Recent price action suggests that Siemens may be entering a correction-reversal phase after the stock experienced volatility over the last six months, driven by news developments, said SEBI-registered analyst Deepak Pal.
Siemens has been struggling for the past year, with the shares falling nearly 20% during the period. The downtrend was triggered by management commentary regarding a slowdown in private capital expenditure in December 2024, as well as BofA downgrading the stock due to concerns about expensive valuations and growth.
In April, Siemens stock experienced a significant impact when the demerger of the company’s energy business led to a 50% correction on the ex-date, prompting a sharp adjustment in its value, Pal said.
Currently, the stock is trading below its 14, 55, and 200-day exponential moving averages, while both moving average convergence/divergence (MACD) and relative strength index (RSI) indicate a short-term negative trend, Pal said.

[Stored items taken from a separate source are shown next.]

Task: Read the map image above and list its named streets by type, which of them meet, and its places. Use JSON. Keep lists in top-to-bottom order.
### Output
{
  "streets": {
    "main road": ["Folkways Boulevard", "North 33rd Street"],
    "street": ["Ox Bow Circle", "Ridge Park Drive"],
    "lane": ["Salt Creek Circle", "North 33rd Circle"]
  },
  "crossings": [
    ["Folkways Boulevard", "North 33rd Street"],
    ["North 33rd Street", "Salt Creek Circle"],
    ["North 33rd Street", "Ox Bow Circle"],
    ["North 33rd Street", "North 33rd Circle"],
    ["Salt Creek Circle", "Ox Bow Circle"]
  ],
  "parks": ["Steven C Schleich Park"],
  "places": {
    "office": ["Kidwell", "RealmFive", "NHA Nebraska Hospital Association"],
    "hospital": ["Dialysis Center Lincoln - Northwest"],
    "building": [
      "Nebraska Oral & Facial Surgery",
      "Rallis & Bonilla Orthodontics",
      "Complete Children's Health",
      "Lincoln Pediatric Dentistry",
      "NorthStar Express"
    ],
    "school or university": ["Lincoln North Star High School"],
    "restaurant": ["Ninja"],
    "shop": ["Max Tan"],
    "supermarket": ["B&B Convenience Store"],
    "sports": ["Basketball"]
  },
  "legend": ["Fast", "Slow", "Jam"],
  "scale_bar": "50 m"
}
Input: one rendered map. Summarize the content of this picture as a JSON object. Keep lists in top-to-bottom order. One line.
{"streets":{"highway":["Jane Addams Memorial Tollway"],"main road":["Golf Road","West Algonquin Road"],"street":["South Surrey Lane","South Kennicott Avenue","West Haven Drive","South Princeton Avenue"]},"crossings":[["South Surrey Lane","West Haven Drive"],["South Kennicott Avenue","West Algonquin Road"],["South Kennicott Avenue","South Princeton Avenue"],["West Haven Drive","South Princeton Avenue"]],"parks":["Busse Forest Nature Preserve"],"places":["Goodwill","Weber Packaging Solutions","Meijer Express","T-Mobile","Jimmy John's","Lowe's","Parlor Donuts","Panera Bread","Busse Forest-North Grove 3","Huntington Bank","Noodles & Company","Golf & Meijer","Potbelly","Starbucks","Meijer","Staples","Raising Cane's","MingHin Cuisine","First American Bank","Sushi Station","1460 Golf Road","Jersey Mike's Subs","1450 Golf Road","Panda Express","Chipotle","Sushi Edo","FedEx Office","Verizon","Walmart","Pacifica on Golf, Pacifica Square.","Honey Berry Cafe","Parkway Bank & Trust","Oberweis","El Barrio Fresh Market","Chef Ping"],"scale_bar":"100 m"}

A buy-on-dips strategy can be considered with a stop loss at ₹3,075, as long as the stock breaks above its 14-day EMA. If this condition is met, an upside target of ₹3,275–₹3,300 could be expected in the near term, Pal said.
Siemens India maintains a strong financial position, with low debt and steadily improving operating margins. The energy business demerger is expected to enhance its focus on smart infrastructure and digital technologies, improving its long-term prospects, the analyst said.
Year-to-date (YTD), the stock has fallen 6.9%.